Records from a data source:
- - - - -

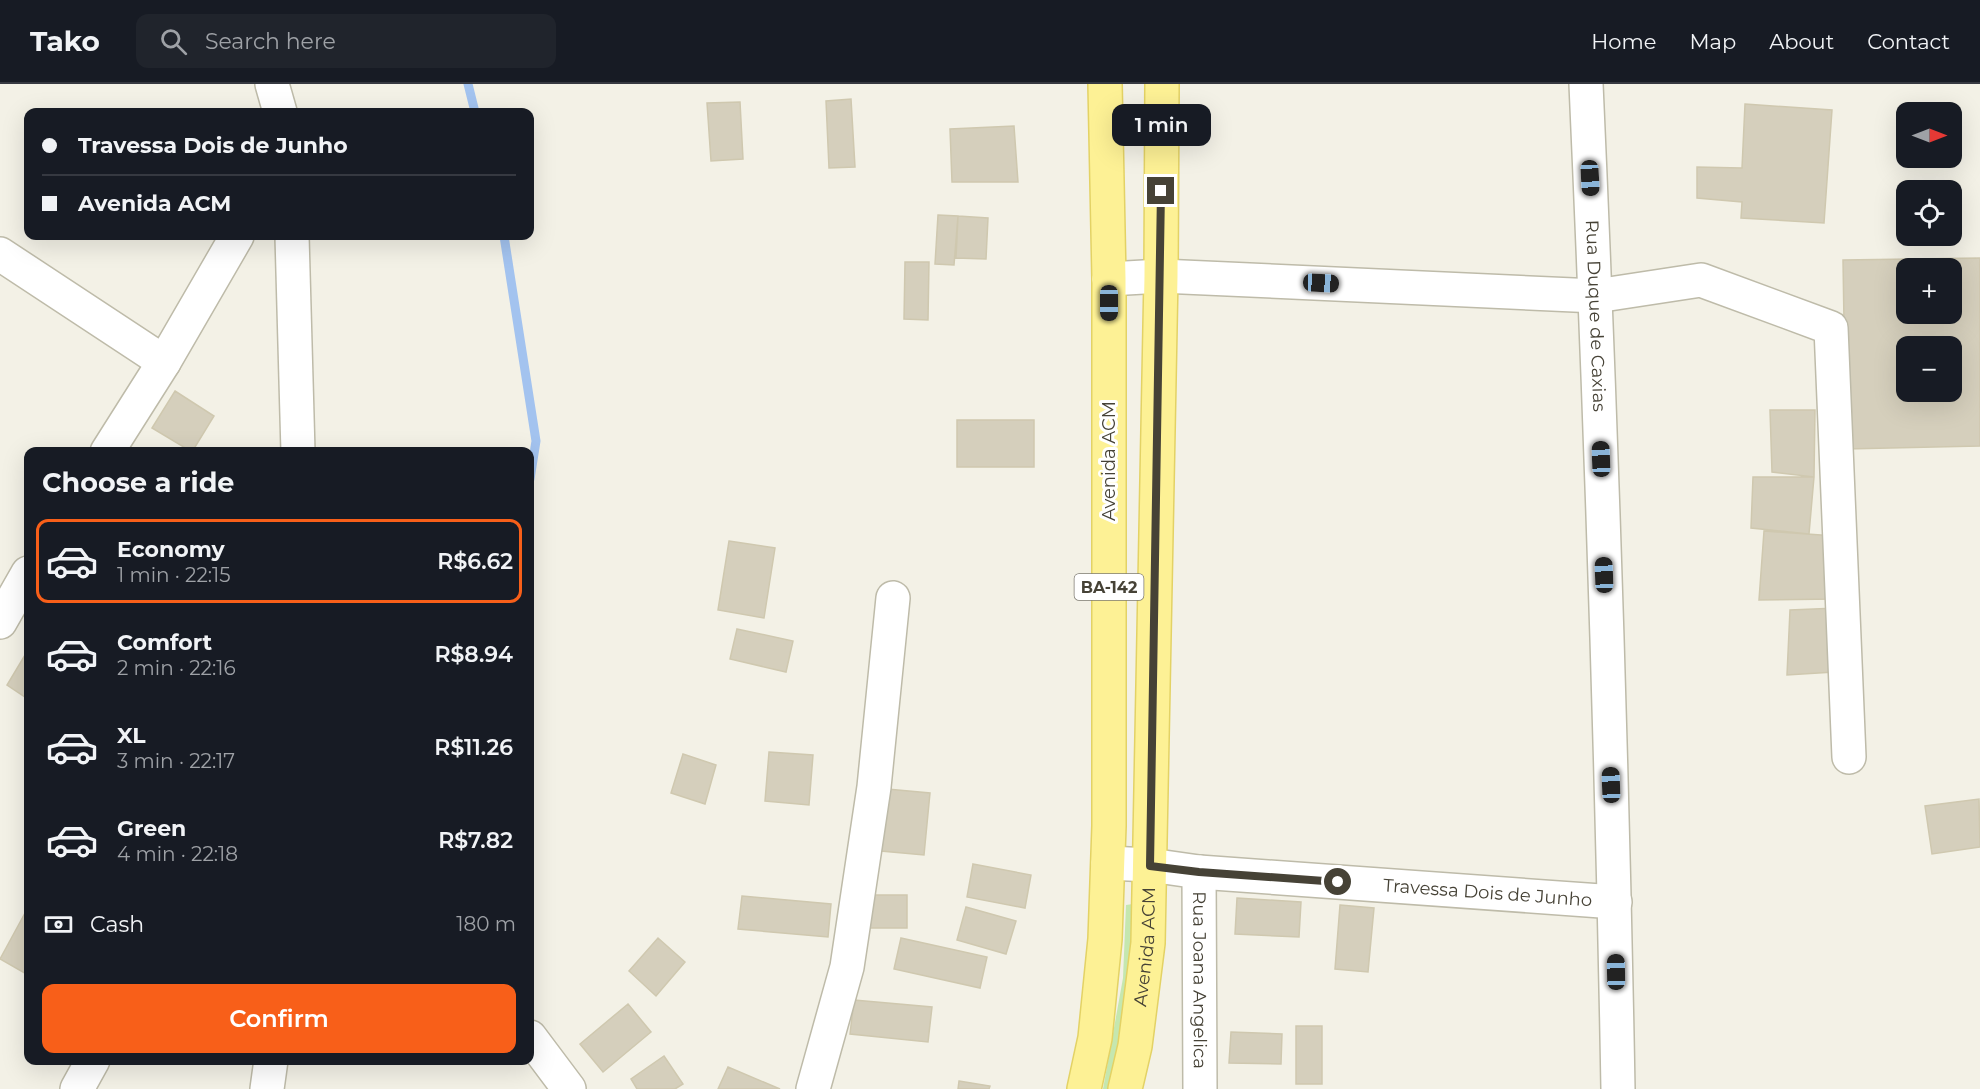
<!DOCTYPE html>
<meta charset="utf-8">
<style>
:root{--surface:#171b24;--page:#20242c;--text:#f1f3f6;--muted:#9ea1a6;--line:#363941;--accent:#f85f19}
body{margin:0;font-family:Montserrat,sans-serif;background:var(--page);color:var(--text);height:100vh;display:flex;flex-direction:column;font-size:22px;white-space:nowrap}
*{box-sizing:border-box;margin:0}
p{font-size:20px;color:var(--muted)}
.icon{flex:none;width:33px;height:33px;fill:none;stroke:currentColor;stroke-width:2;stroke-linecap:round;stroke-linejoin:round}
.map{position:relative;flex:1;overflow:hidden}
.details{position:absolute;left:24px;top:363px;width:510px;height:618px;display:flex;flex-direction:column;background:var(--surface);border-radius:12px;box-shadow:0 6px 24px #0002}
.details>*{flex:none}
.banner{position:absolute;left:24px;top:24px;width:510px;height:132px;border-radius:12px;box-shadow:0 6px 24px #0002;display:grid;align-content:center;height:132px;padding:0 18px;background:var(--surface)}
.needle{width:39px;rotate:90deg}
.controls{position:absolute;left:1896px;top:18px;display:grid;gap:12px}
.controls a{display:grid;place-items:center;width:66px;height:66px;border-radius:12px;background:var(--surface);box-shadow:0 6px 24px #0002;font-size:30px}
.end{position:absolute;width:27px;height:27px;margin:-14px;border:8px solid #464236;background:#fff;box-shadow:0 0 0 3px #fff}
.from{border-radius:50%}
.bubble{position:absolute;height:42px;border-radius:12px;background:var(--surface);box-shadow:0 6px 24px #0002;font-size:20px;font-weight:600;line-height:42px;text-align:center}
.car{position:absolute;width:18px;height:36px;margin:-18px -9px;border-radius:8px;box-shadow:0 0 4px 2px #0007;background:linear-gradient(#222 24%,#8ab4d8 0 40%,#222 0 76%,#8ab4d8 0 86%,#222 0)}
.banner b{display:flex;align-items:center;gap:21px;height:57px;font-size:22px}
.banner b+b{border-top:2px solid var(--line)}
.banner i{width:15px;height:15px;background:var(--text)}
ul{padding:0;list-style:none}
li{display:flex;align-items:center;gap:18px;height:84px;margin:0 12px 9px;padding:0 6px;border:3px solid transparent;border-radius:12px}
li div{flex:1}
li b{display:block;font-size:22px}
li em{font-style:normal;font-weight:600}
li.active{border-color:var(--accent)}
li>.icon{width:54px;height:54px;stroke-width:1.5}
h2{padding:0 18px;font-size:27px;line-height:72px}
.pay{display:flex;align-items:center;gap:15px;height:66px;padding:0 18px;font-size:22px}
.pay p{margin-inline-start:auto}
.primary-button{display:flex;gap:12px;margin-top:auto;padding:12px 18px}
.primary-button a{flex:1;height:69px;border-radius:12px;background:var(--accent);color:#fff;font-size:24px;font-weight:600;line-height:69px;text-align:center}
header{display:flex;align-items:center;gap:36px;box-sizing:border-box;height:84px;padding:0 30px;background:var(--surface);border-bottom:2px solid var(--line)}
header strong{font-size:28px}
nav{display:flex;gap:33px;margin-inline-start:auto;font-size:21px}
.search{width:420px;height:54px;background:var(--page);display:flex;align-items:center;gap:15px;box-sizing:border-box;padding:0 21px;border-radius:12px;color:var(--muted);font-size:22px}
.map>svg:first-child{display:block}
.green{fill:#c5e7af}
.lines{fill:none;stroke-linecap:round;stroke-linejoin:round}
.stream{stroke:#a3c3ef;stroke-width:9}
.building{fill:#d5cfbc;stroke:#cfc8af;stroke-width:1.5;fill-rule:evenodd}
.minor-casing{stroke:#bebba9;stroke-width:36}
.major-casing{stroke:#e3d265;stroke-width:36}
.minor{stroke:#fff;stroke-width:33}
.major{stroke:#fdf195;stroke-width:33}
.route{stroke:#464236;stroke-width:8}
.labels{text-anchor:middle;stroke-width:6;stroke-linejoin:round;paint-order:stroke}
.shield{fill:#fff;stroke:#7e7b72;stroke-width:1.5}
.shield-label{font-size:16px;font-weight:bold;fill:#464236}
.street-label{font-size:18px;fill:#464236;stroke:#fff}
</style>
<header>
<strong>Tako</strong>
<div class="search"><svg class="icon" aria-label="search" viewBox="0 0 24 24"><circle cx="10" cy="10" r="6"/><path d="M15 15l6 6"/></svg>Search here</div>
<nav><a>Home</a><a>Map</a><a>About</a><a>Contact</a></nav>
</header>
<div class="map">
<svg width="1980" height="1005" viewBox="0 0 1980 1005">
<rect width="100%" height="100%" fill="#f3f1e6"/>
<path class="green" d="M 1133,820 L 1129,902 L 1112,1000 L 1110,1005 L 1103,1005 L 1123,894 L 1126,821 Z"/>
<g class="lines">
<path class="stream" d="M 468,0 L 475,28
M 504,152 L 536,357 L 530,395"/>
</g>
<path class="building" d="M 851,15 L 855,83 L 829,84 L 826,17 Z
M 740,18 L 743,75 L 711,77 L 707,19 Z
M 1745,20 L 1832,26 L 1824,139 L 1741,134 L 1742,118 L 1697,114 L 1697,83 L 1742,84 Z
M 1014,42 L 1018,98 L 952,98 L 950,45 Z
M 938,131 L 958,132 L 954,181 L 935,180 Z
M 958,132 L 988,134 L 986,175 L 956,174 Z
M 1980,174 L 1980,362 L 1846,365 L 1843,176 ZM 1906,184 L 1952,184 L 1952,230 L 1906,230 ZM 1906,262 L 1952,262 L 1952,308 L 1906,308 Z
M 905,178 L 929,178 L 928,236 L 904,235 Z
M 175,307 L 214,332 L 192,368 L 152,344 Z
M 1770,326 L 1815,326 L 1814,393 L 1772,388 Z
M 957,336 L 1034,336 L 1034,383 L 957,383 Z
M 1753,393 L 1814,393 L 1809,450 L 1751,444 Z
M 1764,447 L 1835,452 L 1835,515 L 1759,516 Z
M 729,457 L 775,464 L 764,534 L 718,526 Z
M 1837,524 L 1834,588 L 1787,591 L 1790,526 Z
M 737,545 L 793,557 L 786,588 L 730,575 Z
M 28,566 L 28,615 L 7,601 Z
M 769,668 L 813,671 L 809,721 L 765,717 Z
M 683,670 L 716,681 L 705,720 L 671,709 Z
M 887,705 L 930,709 L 924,771 L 881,767 Z
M 1979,715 L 1980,763 L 1932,770 L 1925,722 Z
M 973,780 L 1031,791 L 1025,824 L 967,813 Z
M 868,811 L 907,811 L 907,844 L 868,844 Z
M 742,812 L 831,820 L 828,853 L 738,845 Z
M 1237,814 L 1301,818 L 1299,853 L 1235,850 Z
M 1340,821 L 1374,824 L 1368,888 L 1335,885 Z
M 966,823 L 1016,837 L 1006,870 L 957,856 Z
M 25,829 L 28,831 L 28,891 L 0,875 Z
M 658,854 L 685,878 L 656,912 L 629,887 Z
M 901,854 L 987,873 L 980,904 L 894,885 Z
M 854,916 L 932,923 L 928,958 L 850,950 Z
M 628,920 L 651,948 L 603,988 L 580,960 Z
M 1296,942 L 1322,942 L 1322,1000 L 1296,1000 Z
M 1231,948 L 1282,950 L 1281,980 L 1229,979 Z
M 664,972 L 683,1000 L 675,1005 L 637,1005 L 631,995 Z
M 728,983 L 780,1005 L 718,1005 Z
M 959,997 L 990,1002 L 989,1005 L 958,1005 Z"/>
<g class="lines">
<g class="minor-casing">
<g id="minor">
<path d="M 272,0 L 280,28"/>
<path id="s1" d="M 1586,0 C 1601,335 1612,670 1618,1005"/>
<path d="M 292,152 L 298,368"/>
<path d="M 0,170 L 164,278"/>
<path d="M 1109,195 L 1161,192 L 1596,212 L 1701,196 L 1831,244 L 1849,673"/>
<path d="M 107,368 L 164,278 L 237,152"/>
<path d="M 0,538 L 28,489"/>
<path id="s2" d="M 1108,779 L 1150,781 L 1199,788 L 1615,818"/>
<path id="s3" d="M 1199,788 L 1200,1005"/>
<path d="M 530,953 L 569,1005"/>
<path d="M 77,1005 L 93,976"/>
<path d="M 267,1005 L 271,976"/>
<path d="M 813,1005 L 847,883 L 874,703 L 893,514"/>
</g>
</g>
<g class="major-casing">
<g id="major">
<path d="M 1084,1005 L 1095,954 L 1105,855 L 1109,742 L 1109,195 L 1105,0"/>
<path id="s4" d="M 1125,1005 L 1135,962 L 1148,859 L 1161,192 L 1162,0"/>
</g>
</g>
<use href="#minor" class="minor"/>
<use href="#major" class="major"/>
</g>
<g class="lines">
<path class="route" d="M 1161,107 L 1150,782 L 1199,788 L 1338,798"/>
</g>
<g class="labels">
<rect class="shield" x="1074.5" y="490" width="69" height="26" rx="4.5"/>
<g class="shield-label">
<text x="1109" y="509">BA-142</text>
</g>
<g class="street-label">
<text dy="6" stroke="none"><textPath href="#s1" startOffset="232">Rua Duque de Caxias</textPath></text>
<text transform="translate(1109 377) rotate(-90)" y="6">Avenida ACM</text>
<text dy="6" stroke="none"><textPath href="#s2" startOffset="381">Travessa Dois de Junho</textPath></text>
<text dy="6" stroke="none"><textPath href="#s4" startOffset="144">Avenida ACM</textPath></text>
<text dy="6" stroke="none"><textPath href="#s3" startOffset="108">Rua Joana Angelica</textPath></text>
</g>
</g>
</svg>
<div class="controls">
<a><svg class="needle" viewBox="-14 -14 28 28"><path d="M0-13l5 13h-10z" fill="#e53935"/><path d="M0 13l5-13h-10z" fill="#9ea1a6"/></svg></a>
<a><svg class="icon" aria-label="locate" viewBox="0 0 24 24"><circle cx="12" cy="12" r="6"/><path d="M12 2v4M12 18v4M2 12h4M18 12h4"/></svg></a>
<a>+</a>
<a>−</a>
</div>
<i class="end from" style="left:1338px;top:798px"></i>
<i class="end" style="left:1161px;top:107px"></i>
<div class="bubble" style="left:1112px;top:20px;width:99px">1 min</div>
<i class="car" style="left:1590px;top:94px;rotate:177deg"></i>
<i class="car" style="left:1321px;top:199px;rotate:93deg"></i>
<i class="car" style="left:1109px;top:219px;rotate:180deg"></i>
<i class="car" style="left:1601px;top:375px;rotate:358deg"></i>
<i class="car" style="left:1604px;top:491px;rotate:358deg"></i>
<i class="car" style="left:1611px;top:701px;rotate:358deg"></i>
<i class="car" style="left:1616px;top:888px;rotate:359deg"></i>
<div class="banner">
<b><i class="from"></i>Travessa Dois de Junho</b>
<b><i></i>Avenida ACM</b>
</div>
<section class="details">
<h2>Choose a ride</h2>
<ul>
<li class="active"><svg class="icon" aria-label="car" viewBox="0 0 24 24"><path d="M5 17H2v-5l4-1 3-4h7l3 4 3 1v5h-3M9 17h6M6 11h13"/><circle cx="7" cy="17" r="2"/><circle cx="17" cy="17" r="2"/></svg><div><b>Economy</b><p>1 min · 22:15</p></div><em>R$6.62</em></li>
<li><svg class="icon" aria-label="car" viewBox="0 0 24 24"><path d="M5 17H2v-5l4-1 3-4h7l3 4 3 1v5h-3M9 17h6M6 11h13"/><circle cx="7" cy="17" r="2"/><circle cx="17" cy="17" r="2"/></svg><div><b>Comfort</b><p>2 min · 22:16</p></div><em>R$8.94</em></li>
<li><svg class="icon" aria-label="car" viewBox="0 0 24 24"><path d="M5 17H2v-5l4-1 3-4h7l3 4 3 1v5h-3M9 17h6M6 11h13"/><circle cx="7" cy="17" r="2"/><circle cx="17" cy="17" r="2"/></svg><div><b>XL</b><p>3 min · 22:17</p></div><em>R$11.26</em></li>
<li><svg class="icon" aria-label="car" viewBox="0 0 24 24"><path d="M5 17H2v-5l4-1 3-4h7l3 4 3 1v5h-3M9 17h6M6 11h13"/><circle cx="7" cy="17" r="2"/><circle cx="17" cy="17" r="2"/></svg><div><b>Green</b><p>4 min · 22:18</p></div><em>R$7.82</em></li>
</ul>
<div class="pay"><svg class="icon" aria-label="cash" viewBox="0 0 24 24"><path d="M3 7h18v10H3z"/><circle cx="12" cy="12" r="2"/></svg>Cash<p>180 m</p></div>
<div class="primary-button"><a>Confirm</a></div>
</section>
</div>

- - - - -

- _Task_
Report every line of the entries that carries the word "controls".

- _Solution_
.controls{position:absolute;left:1896px;top:18px;display:grid;gap:12px}
.controls a{display:grid;place-items:center;width:66px;height:66px;border-radius:12px;background:var(--surface);box-shadow:0 6px 24px #0002;font-size:30px}
<div class="controls">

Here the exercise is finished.